With today’s constant quest for happiness, affirmations appear to have proudly taken a seat at the table of personal change. A quick scan on Amazon reveals in excess of 11,700 publications on the topic available, with Louise L. Hay topping the best seller lists with a whopping 27 published books dealing exclusively with self-help issues and, in particular, positive thinking and affirmations.
Of course, the use of affirmations is nothing new and books training readers to utilise positive self-talk in order to improve aspects of their life have been around for over a century. One of the books that started it all was The Science of Getting Rich by Wallace D Wattles, published in 1910. Wattles was a member of the New Thought movement, which today encompasses writers, philosophers and individuals who all buy into ideas of, amongst others, positive thinking, creative visualisation and personal power.
The advent in the 1970s and subsequent success of Neuro-Linguistic-Programming had a snowball effect on the self-help industry as a whole but especially the use of affirmations. Since the early days of the New Thought Movement, we’ve seen writers revere the power of self-affirmation and now we’re see a huge number of authors like Rhonda Byrne (The Secret series), Louise L. Hay and Tony Robbins grow rich on our pursuit of happiness.
But the questions we should be asking are ‘what are affirmations?’ and ‘do we really need them?’
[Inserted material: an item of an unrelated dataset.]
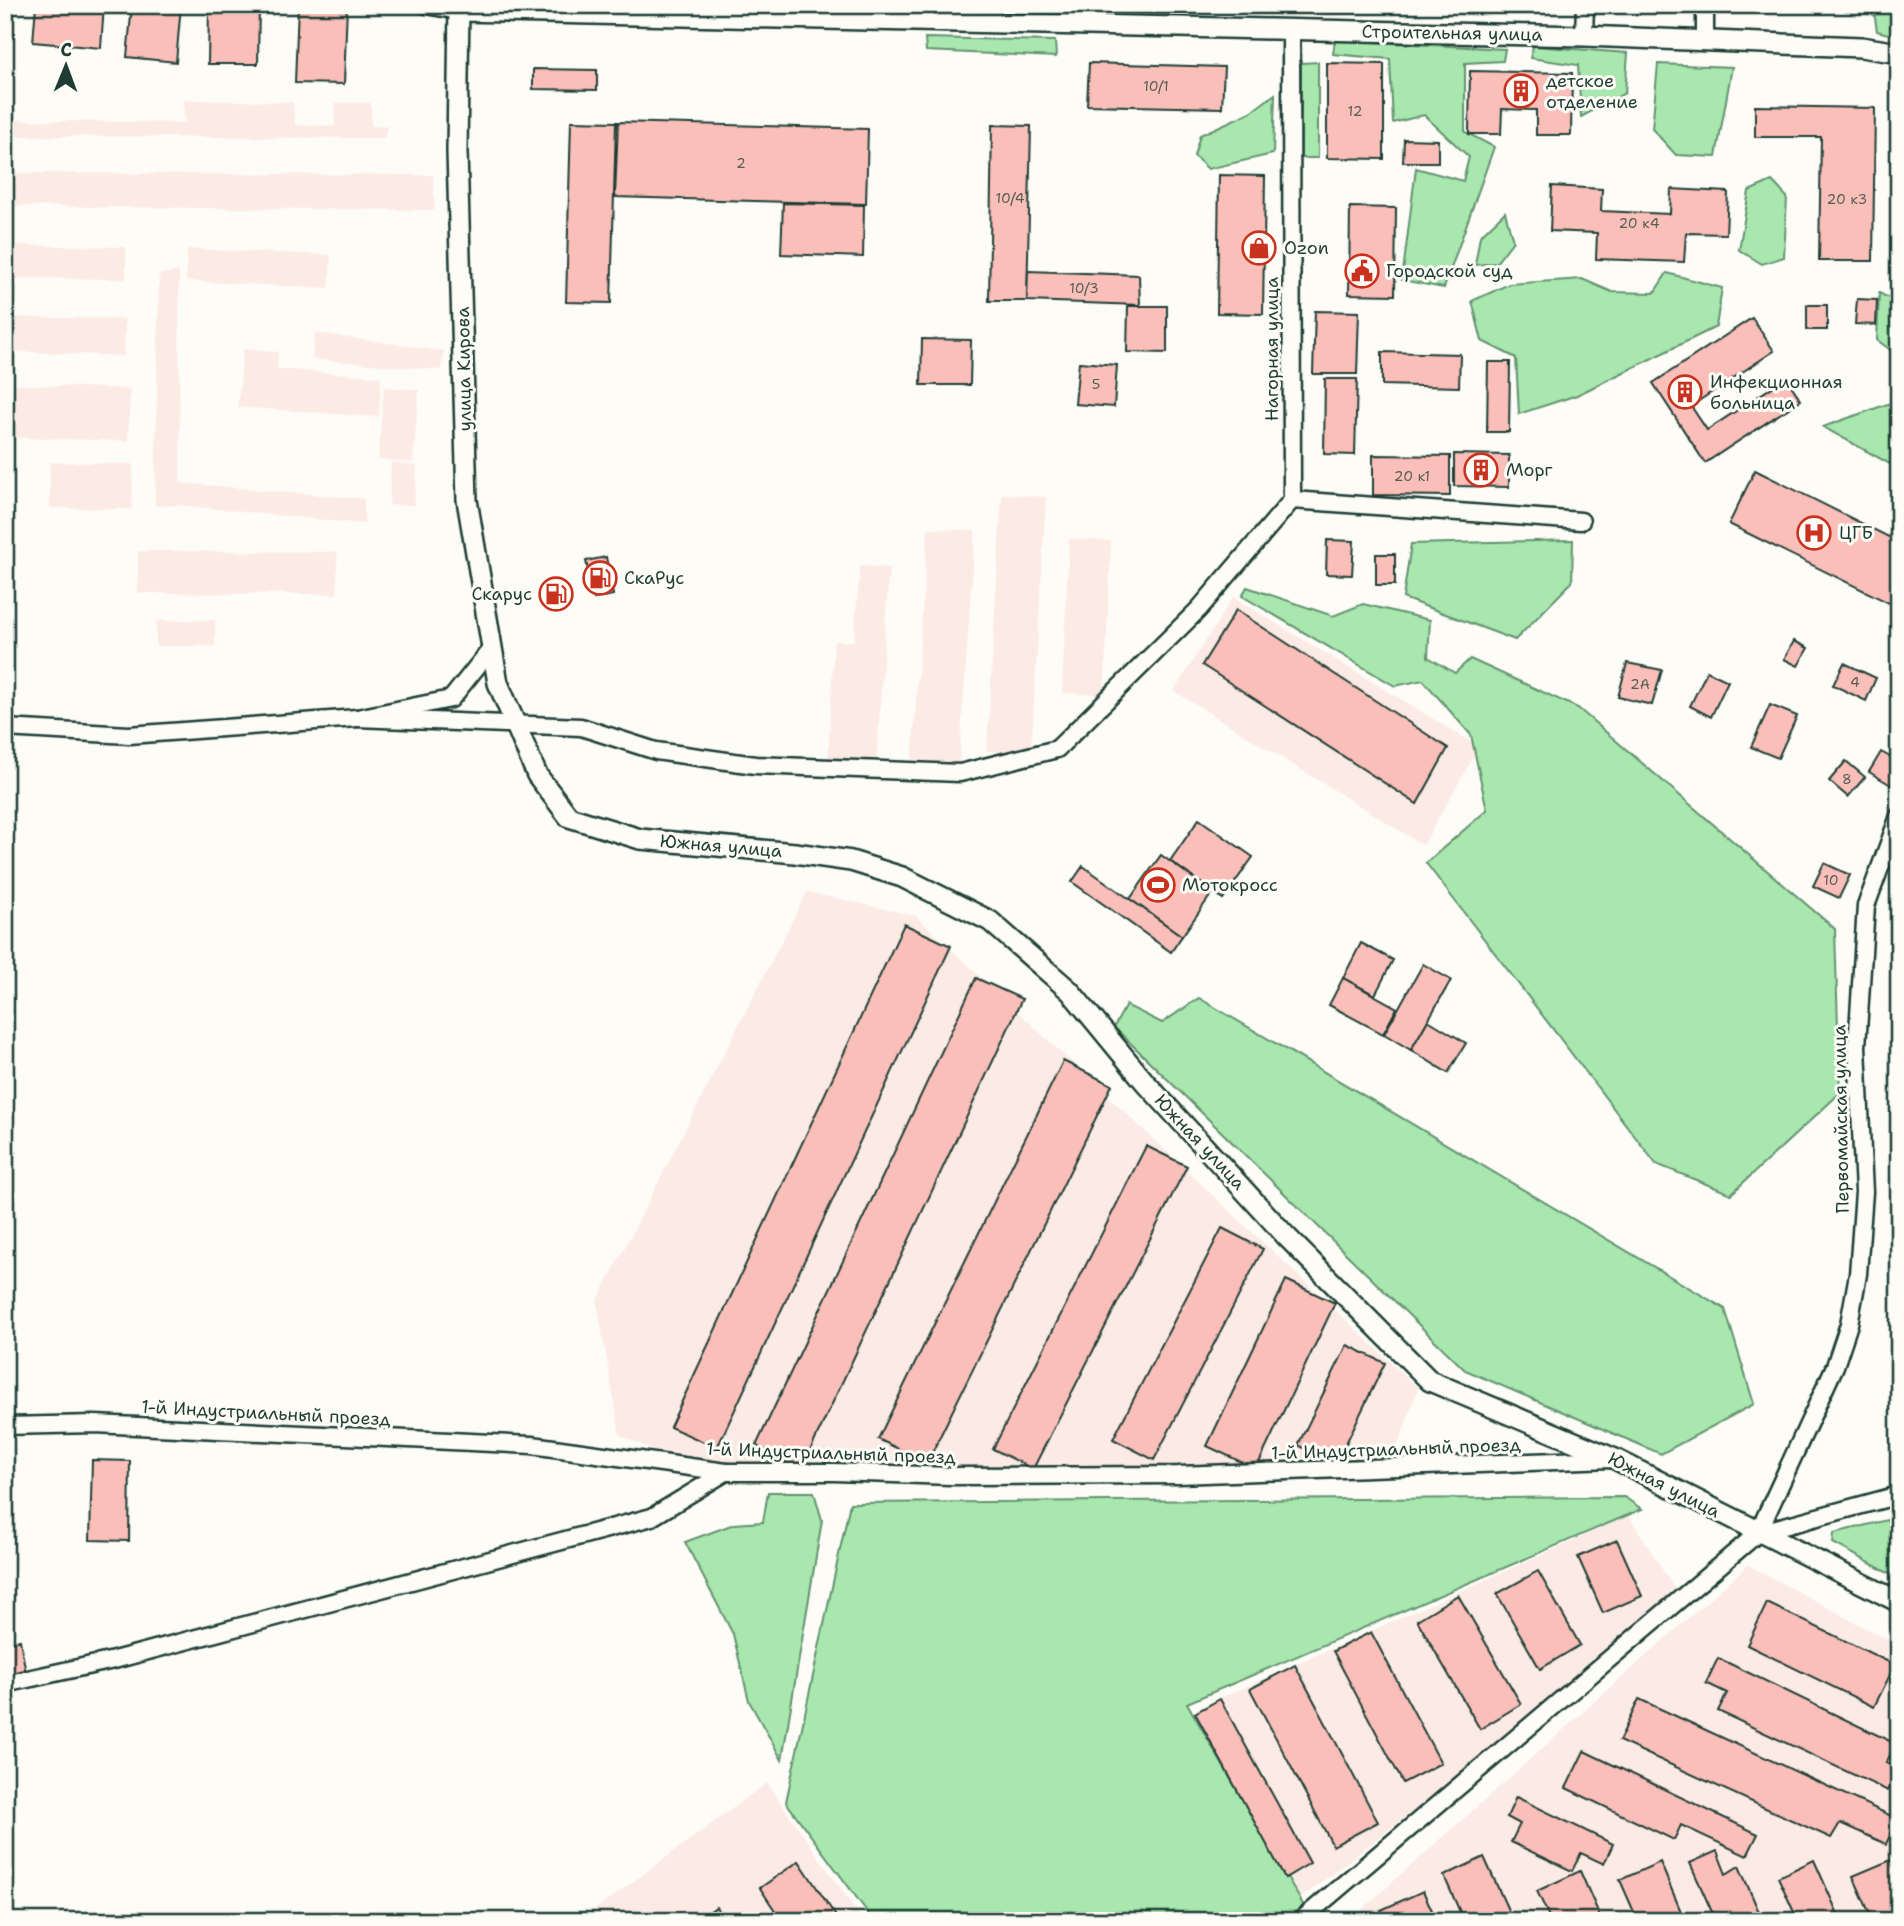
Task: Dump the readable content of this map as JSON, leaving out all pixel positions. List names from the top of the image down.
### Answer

‘Affirmations’ is just another word for self-talk consisting of frequent phrases in your inner-dialogue directed at yourself. For instance, when you make a mistake, you might utter the words ‘You’re so stupid’ under your breath. Every time you tell yourself ‘You’re so stupid’, it becomes an affirmation, a truth that you tell yourself over and over and gradually believe so completely that it becomes fact. You may eventually display behaviours and use language displaying this ‘truth’ to others and making it a reality.
So, every affirmation we use reflects something we believe about ourselves. The problem is that most negative affirmations are learned in childhood. The self-belief we have today reflect the hang-ups our parents had, the anger of caregivers and even the abandonment we felt as the result of a father or mother leaving the household. Whilst these affirmations were very useful at the time and some may even have served to protect us, self-help practitioners argue that as adults the same affirmations merely hinder personal progress and stop us from being well rounded individuals.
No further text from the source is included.